The Time of Our Lives

If the title of this post brings up memories of the Bill Medley/Jennifer Warnes song from Dirty Dancing because it was the theme song from your prom, you and I have something in common.  But when you think of the “best time of your life”, what do you think of?

On a recent stint of R&R in San Antonio, our good friends Tom and Patsy shared that when they asked their grown kids about their favorite time during childhood, they both mentioned that it was the time that their Dad (Tom) was out of work.

Getting ready for a Segway ride - Patsy is in the white jacket on right, Tom is right behind her.


When asked why, they mentioned that they really enjoyed being able to spend more time with Dad (and Mom of course!), and that they really liked the simple things they did to spend time together.  Tom and Patsy recalled lunchtime picnics listening to the cars go by, feeling sort of bad that they couldn’t do more for their kids at the time.  Turns out, they were doing exactly what they needed to do.

If you have kids, feel free to take this as a lesson in parenting.  If you are a leader, PLEASE take this as a lesson about the MOST valuable resource you can give your employees – your time.

Your time means you care.  Your time means you’ll listen.  Your time means they can count on you and trust you.  You may have read my post from Jan. 16 about providing undivided attention to your guests.  Your employees deserve the same courtesy.
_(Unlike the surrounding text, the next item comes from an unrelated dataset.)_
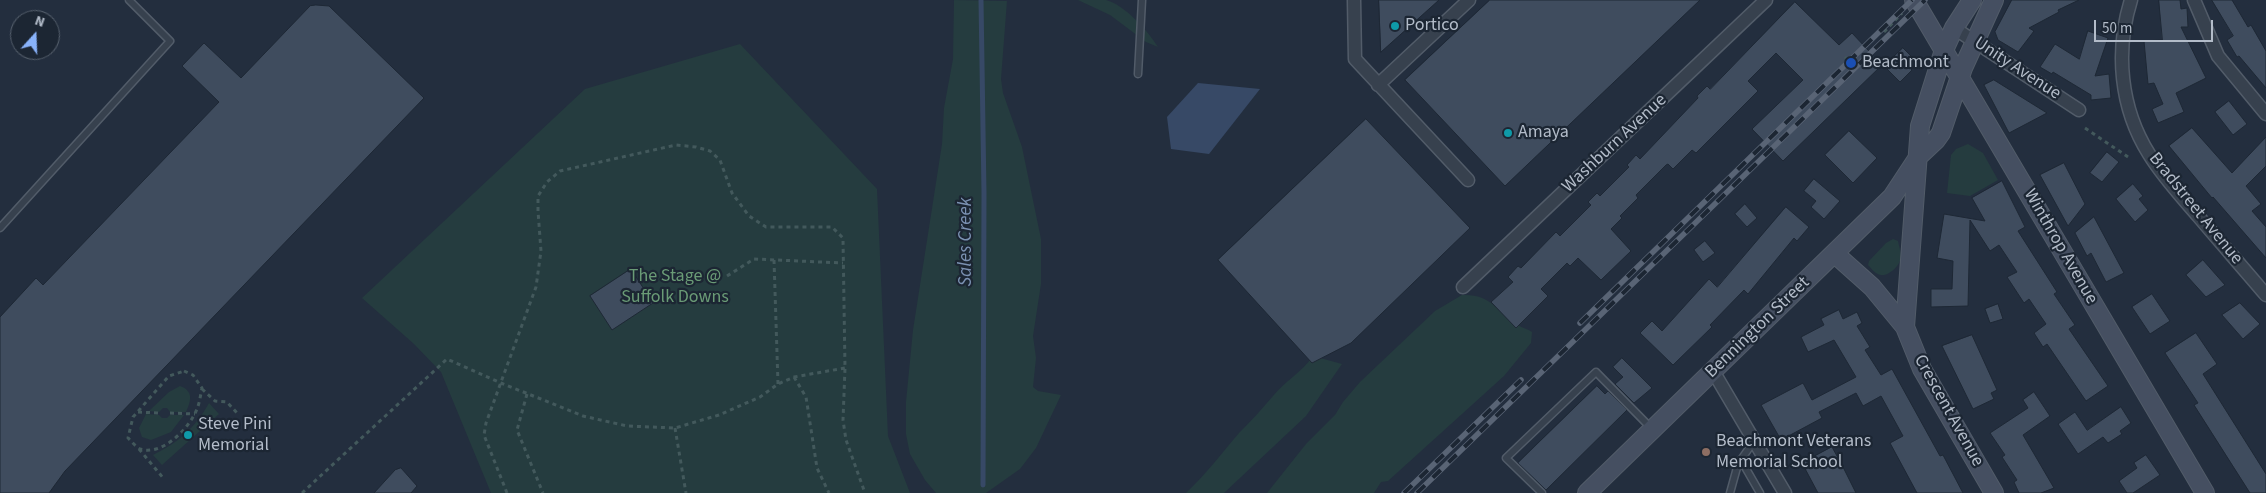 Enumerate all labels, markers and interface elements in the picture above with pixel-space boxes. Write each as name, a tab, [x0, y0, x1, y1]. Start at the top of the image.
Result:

In that post I discussed looking at staffing levels and NOT reducing them to their bare bones level of efficiency, but to look at what is really needed to serve your guests properly.  Tom and Patsy’s example shows that we should be careful about spreading our leaders too thin as well.  In order to spend time with your employees, you have to HAVE the time to spend.  It’s unfortunate, but the area that usually gets eliminated when time is tight is the time with the employees.  Reports and paperwork seem to get done because there is a measurable deadline.  Why don’t we put the same value on time with the people who are most valuable to the organization?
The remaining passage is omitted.